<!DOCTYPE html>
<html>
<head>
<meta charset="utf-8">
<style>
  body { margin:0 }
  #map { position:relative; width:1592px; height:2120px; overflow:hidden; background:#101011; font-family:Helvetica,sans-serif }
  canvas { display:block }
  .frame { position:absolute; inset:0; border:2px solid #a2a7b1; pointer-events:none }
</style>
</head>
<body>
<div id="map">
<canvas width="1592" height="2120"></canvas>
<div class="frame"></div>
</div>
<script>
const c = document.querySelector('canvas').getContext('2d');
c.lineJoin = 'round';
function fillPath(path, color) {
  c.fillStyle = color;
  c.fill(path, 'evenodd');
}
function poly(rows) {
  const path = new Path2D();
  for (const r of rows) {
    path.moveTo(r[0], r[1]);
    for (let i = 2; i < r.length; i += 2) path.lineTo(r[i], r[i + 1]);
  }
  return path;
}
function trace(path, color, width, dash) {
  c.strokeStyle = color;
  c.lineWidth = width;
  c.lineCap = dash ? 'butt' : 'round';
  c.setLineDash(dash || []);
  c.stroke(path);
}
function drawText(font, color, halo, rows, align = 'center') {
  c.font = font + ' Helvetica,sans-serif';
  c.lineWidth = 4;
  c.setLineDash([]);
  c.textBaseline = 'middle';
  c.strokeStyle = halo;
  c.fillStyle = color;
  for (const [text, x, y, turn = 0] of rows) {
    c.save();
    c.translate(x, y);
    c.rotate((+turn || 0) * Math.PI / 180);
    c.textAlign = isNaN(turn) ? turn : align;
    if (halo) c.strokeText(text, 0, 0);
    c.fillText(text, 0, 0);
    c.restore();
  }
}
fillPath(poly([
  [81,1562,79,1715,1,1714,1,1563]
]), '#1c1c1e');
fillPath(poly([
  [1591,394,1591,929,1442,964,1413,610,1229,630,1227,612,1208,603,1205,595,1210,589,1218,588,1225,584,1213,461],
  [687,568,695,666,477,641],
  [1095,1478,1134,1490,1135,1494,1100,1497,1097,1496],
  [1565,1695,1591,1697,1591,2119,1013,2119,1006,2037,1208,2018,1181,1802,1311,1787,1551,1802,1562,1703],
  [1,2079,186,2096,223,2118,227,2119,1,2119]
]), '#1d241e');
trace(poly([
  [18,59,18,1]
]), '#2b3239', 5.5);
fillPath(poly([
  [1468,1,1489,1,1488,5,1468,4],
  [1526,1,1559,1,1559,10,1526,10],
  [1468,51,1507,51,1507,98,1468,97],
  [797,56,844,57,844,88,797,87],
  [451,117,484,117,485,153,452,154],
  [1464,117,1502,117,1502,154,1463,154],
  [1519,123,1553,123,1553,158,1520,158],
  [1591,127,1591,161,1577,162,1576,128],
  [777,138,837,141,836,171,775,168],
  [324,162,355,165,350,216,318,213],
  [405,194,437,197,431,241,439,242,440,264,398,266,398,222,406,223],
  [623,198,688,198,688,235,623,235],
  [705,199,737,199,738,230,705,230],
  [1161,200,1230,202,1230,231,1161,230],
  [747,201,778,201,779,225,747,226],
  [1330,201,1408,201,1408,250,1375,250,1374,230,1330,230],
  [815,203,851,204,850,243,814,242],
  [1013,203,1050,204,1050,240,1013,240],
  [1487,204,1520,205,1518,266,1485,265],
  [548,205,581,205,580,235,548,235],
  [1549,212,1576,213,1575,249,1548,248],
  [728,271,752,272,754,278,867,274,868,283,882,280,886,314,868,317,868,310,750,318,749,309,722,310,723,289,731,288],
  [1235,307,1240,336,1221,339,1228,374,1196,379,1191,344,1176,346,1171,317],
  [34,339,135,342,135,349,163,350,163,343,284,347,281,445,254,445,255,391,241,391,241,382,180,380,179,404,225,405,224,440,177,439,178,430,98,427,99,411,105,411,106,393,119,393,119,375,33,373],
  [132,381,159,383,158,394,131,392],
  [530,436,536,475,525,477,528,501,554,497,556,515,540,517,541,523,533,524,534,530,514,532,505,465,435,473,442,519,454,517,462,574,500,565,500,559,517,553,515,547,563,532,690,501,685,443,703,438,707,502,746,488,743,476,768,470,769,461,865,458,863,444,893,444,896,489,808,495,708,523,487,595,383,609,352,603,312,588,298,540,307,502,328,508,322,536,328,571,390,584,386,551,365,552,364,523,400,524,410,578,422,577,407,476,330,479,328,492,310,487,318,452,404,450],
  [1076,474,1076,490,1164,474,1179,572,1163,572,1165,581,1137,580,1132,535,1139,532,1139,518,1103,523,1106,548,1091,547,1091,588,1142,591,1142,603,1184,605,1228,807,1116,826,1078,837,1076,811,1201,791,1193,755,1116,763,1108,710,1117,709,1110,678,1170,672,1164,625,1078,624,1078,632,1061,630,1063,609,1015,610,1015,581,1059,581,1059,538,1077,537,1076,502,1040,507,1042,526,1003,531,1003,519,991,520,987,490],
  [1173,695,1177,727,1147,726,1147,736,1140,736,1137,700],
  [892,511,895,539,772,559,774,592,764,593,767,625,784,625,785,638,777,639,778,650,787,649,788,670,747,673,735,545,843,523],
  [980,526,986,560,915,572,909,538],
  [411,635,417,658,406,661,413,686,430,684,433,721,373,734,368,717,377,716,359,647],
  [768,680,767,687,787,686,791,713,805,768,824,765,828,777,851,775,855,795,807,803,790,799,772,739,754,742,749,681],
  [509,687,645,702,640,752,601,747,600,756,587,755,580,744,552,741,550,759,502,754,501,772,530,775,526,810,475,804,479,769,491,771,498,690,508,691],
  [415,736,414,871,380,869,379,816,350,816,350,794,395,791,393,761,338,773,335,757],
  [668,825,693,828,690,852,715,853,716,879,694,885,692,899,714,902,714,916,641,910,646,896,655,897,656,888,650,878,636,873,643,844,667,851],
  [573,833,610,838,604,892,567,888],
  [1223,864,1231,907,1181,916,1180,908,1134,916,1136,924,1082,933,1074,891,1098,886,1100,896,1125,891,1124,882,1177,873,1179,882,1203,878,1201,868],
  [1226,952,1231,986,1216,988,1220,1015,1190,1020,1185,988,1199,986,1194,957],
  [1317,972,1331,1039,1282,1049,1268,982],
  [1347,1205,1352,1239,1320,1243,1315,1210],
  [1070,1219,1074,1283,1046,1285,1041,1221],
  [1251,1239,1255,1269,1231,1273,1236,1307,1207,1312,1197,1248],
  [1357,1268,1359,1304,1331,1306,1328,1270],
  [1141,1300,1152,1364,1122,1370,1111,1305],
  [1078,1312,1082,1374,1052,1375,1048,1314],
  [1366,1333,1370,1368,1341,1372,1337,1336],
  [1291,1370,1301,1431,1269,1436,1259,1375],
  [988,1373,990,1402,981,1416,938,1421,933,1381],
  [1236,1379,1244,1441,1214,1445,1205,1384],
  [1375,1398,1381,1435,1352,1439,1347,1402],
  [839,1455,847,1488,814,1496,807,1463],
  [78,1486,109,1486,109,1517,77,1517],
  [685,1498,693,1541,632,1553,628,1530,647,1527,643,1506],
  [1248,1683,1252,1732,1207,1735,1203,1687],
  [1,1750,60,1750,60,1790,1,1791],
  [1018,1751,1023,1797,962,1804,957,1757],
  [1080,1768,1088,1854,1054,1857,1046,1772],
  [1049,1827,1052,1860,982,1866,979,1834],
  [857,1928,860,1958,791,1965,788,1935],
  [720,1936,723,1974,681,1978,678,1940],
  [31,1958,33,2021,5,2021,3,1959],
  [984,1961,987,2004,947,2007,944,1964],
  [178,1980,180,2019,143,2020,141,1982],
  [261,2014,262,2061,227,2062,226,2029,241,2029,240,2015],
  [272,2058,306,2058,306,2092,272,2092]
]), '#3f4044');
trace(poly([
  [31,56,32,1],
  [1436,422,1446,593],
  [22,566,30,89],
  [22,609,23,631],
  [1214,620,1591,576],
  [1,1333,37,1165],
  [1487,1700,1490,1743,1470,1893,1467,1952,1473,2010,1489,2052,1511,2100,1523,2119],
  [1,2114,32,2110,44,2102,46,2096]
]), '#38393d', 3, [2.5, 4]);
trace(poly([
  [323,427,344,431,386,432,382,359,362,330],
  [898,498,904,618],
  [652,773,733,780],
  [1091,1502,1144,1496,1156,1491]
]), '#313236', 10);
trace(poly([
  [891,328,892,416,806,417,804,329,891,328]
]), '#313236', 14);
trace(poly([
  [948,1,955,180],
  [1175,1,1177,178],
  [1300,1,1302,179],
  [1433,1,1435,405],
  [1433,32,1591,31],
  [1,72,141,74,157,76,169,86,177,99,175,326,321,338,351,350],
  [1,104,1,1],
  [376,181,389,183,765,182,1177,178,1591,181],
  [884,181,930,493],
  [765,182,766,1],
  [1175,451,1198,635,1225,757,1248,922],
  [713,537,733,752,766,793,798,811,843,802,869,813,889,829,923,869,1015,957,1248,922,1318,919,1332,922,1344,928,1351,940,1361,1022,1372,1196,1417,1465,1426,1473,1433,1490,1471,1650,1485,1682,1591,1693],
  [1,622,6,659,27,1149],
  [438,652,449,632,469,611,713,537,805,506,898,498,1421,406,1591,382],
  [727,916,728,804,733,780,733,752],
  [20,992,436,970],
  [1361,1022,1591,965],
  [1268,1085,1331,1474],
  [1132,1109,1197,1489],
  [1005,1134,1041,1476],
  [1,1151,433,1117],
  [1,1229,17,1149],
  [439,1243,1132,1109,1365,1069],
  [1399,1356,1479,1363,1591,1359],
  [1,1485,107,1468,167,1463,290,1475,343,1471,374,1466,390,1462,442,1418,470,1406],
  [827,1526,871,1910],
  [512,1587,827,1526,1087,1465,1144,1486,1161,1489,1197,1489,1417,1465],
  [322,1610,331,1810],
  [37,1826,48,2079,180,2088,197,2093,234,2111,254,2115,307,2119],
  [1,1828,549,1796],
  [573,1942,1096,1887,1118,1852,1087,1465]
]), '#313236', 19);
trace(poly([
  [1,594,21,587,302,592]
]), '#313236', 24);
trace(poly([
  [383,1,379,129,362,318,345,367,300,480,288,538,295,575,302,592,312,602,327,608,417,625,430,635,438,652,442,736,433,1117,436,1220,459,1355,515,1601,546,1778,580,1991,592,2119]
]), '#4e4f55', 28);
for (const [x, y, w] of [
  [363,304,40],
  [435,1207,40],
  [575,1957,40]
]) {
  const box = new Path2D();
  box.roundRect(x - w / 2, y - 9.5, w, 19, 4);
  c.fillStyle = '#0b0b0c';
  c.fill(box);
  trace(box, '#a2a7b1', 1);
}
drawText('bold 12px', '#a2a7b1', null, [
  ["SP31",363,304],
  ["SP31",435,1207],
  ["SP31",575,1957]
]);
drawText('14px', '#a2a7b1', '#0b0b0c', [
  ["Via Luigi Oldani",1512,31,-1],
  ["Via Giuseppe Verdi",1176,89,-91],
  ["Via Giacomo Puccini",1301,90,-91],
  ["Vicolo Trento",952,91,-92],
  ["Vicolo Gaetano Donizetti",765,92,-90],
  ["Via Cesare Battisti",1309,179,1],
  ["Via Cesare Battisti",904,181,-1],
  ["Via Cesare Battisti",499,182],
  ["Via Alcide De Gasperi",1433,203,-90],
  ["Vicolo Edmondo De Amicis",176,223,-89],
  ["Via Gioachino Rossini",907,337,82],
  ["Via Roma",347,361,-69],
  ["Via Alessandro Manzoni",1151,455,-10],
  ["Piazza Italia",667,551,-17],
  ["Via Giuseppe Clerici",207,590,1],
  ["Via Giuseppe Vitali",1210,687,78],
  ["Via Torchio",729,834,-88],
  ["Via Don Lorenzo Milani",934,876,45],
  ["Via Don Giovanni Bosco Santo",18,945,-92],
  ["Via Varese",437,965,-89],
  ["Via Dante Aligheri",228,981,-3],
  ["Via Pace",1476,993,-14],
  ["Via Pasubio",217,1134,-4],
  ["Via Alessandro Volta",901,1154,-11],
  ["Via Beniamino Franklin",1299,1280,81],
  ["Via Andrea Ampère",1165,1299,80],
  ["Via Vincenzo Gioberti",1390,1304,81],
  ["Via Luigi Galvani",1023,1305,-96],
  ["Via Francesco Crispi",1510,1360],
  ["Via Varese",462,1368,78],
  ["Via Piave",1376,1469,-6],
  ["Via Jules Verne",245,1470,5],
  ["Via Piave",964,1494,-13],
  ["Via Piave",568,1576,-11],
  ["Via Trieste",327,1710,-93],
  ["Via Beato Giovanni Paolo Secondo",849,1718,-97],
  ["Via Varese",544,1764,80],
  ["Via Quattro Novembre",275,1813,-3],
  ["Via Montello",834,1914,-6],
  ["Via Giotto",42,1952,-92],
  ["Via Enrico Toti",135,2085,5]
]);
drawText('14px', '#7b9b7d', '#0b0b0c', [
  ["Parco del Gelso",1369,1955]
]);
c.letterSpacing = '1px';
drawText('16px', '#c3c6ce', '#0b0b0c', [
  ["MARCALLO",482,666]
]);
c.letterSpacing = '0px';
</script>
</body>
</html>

● EXERCISE INSTRUCTIONS: The expected response is the material above given again line by line, from its first line to the line holding "[81,1562,79,1715,1,1714,1,1563]", inclusive.

● ANSWER BOX:
<!DOCTYPE html>
<html>
<head>
<meta charset="utf-8">
<style>
  body { margin:0 }
  #map { position:relative; width:1592px; height:2120px; overflow:hidden; background:#101011; font-family:Helvetica,sans-serif }
  canvas { display:block }
  .frame { position:absolute; inset:0; border:2px solid #a2a7b1; pointer-events:none }
</style>
</head>
<body>
<div id="map">
<canvas width="1592" height="2120"></canvas>
<div class="frame"></div>
</div>
<script>
const c = document.querySelector('canvas').getContext('2d');
c.lineJoin = 'round';
function fillPath(path, color) {
  c.fillStyle = color;
  c.fill(path, 'evenodd');
}
function poly(rows) {
  const path = new Path2D();
  for (const r of rows) {
    path.moveTo(r[0], r[1]);
    for (let i = 2; i < r.length; i += 2) path.lineTo(r[i], r[i + 1]);
  }
  return path;
}
function trace(path, color, width, dash) {
  c.strokeStyle = color;
  c.lineWidth = width;
  c.lineCap = dash ? 'butt' : 'round';
  c.setLineDash(dash || []);
  c.stroke(path);
}
function drawText(font, color, halo, rows, align = 'center') {
  c.font = font + ' Helvetica,sans-serif';
  c.lineWidth = 4;
  c.setLineDash([]);
  c.textBaseline = 'middle';
  c.strokeStyle = halo;
  c.fillStyle = color;
  for (const [text, x, y, turn = 0] of rows) {
    c.save();
    c.translate(x, y);
    c.rotate((+turn || 0) * Math.PI / 180);
    c.textAlign = isNaN(turn) ? turn : align;
    if (halo) c.strokeText(text, 0, 0);
    c.fillText(text, 0, 0);
    c.restore();
  }
}
fillPath(poly([
  [81,1562,79,1715,1,1714,1,1563]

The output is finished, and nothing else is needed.